## WHAT TO DO
Take each line of the entries below that contains "without" and copy it.

Saved data entries
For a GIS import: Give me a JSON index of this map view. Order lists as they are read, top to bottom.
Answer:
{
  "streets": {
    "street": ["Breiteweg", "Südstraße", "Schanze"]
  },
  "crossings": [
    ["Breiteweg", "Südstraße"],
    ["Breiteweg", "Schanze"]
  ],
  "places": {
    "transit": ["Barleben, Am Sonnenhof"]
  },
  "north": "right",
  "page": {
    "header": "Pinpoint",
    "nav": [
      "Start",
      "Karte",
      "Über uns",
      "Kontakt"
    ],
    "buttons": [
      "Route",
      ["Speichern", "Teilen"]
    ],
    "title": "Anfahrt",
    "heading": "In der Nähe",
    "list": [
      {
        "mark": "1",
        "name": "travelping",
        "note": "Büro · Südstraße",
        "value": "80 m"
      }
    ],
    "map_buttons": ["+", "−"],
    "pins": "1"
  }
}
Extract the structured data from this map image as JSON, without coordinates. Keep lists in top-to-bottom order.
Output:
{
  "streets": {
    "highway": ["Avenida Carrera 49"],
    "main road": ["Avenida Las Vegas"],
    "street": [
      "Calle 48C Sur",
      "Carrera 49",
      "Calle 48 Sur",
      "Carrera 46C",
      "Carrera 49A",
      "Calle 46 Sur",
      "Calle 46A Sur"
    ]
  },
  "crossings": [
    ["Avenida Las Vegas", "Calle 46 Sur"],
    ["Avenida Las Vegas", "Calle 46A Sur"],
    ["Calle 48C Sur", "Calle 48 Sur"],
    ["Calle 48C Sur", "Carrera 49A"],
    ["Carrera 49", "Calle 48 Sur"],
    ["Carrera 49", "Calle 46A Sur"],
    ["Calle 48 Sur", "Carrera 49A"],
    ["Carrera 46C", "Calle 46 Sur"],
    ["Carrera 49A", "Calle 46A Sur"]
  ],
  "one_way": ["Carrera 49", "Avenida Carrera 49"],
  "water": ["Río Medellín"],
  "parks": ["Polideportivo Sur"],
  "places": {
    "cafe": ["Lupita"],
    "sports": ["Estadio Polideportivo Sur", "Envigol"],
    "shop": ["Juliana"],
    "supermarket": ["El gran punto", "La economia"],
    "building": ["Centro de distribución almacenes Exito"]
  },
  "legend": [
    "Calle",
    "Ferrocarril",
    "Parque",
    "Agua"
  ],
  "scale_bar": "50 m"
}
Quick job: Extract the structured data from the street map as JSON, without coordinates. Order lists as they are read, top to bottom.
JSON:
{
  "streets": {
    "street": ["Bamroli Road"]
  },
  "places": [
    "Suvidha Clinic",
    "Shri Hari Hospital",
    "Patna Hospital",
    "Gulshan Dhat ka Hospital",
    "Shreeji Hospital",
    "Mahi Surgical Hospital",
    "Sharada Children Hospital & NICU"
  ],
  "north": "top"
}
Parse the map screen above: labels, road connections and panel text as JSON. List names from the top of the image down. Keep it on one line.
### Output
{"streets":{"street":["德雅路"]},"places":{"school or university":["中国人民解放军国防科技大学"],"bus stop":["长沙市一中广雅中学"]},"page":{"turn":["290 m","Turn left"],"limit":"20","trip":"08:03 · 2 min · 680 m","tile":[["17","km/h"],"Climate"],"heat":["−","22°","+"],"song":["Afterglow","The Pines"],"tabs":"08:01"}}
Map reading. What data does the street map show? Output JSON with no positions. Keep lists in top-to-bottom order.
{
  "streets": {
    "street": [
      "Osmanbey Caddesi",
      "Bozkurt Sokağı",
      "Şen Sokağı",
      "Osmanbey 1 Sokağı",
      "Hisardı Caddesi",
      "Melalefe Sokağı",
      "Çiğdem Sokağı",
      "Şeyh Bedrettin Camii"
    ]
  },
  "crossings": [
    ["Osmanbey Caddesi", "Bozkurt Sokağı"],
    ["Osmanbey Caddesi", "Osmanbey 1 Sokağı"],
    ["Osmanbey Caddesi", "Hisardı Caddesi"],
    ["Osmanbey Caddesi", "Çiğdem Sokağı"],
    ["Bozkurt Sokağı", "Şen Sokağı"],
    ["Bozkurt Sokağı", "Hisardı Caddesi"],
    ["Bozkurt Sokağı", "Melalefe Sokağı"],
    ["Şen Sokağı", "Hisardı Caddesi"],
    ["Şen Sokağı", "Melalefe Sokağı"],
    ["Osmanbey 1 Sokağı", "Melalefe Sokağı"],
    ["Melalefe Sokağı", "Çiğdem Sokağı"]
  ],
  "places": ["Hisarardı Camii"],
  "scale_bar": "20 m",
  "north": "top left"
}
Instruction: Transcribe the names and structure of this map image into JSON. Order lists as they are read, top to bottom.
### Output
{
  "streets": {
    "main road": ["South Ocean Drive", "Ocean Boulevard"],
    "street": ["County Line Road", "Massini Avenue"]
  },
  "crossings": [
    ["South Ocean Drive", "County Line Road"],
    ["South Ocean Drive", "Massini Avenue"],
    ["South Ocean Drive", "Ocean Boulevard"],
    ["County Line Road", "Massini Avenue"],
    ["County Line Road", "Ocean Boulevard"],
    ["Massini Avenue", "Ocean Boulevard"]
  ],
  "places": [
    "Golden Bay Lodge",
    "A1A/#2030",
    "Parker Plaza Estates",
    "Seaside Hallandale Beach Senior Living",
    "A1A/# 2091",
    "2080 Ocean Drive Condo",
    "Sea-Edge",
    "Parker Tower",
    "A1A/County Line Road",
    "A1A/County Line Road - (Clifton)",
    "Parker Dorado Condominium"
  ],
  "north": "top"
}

## OUTPUT OF THE EXERCISE
Extract the structured data from this map image as JSON, without coordinates. Keep lists in top-to-bottom order.
Quick job: Extract the structured data from the street map as JSON, without coordinates. Order lists as they are read, top to bottom.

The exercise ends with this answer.